-------- DATA SHOWN

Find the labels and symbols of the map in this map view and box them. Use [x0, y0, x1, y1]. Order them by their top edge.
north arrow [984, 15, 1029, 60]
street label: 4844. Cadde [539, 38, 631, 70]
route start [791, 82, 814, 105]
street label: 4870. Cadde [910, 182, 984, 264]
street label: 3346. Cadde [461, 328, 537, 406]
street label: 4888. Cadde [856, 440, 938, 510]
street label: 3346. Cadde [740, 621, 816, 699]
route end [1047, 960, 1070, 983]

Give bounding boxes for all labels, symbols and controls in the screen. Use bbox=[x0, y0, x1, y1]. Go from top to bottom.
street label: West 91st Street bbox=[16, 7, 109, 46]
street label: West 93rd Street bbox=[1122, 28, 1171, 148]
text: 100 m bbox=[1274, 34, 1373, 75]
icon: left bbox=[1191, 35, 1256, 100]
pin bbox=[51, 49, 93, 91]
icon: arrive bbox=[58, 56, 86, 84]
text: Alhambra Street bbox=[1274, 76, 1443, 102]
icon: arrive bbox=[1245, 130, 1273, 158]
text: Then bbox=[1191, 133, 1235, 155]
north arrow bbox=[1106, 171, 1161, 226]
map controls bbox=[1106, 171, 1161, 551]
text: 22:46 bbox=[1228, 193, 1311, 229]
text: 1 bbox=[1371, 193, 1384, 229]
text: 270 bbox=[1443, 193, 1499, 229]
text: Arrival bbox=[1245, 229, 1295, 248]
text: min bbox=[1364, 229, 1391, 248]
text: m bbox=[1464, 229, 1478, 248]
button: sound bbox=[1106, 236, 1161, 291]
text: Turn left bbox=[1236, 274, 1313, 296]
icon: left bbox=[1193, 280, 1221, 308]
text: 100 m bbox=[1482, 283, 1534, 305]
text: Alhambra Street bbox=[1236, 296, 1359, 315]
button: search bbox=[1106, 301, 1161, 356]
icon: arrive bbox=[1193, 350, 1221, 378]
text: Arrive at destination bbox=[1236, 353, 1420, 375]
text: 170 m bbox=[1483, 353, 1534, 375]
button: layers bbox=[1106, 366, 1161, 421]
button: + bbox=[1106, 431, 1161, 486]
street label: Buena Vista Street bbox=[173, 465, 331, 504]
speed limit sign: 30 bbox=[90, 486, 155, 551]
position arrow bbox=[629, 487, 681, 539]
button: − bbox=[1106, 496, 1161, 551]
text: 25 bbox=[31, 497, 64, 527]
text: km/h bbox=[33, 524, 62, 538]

----------------

— EXERCISE INSTRUCTIONS —
What is needed is a word-for-word copy of all the entries.

— EXERCISE SOLUTION —
Find the labels and symbols of the map in this map view and box them. Use [x0, y0, x1, y1]. Order them by their top edge.
north arrow [984, 15, 1029, 60]
street label: 4844. Cadde [539, 38, 631, 70]
route start [791, 82, 814, 105]
street label: 4870. Cadde [910, 182, 984, 264]
street label: 3346. Cadde [461, 328, 537, 406]
street label: 4888. Cadde [856, 440, 938, 510]
street label: 3346. Cadde [740, 621, 816, 699]
route end [1047, 960, 1070, 983]

Give bounding boxes for all labels, symbols and controls in the screen. Use bbox=[x0, y0, x1, y1]. Go from top to bottom.
street label: West 91st Street bbox=[16, 7, 109, 46]
street label: West 93rd Street bbox=[1122, 28, 1171, 148]
text: 100 m bbox=[1274, 34, 1373, 75]
icon: left bbox=[1191, 35, 1256, 100]
pin bbox=[51, 49, 93, 91]
icon: arrive bbox=[58, 56, 86, 84]
text: Alhambra Street bbox=[1274, 76, 1443, 102]
icon: arrive bbox=[1245, 130, 1273, 158]
text: Then bbox=[1191, 133, 1235, 155]
north arrow bbox=[1106, 171, 1161, 226]
map controls bbox=[1106, 171, 1161, 551]
text: 22:46 bbox=[1228, 193, 1311, 229]
text: 1 bbox=[1371, 193, 1384, 229]
text: 270 bbox=[1443, 193, 1499, 229]
text: Arrival bbox=[1245, 229, 1295, 248]
text: min bbox=[1364, 229, 1391, 248]
text: m bbox=[1464, 229, 1478, 248]
button: sound bbox=[1106, 236, 1161, 291]
text: Turn left bbox=[1236, 274, 1313, 296]
icon: left bbox=[1193, 280, 1221, 308]
text: 100 m bbox=[1482, 283, 1534, 305]
text: Alhambra Street bbox=[1236, 296, 1359, 315]
button: search bbox=[1106, 301, 1161, 356]
icon: arrive bbox=[1193, 350, 1221, 378]
text: Arrive at destination bbox=[1236, 353, 1420, 375]
text: 170 m bbox=[1483, 353, 1534, 375]
button: layers bbox=[1106, 366, 1161, 421]
button: + bbox=[1106, 431, 1161, 486]
street label: Buena Vista Street bbox=[173, 465, 331, 504]
speed limit sign: 30 bbox=[90, 486, 155, 551]
position arrow bbox=[629, 487, 681, 539]
button: − bbox=[1106, 496, 1161, 551]
text: 25 bbox=[31, 497, 64, 527]
text: km/h bbox=[33, 524, 62, 538]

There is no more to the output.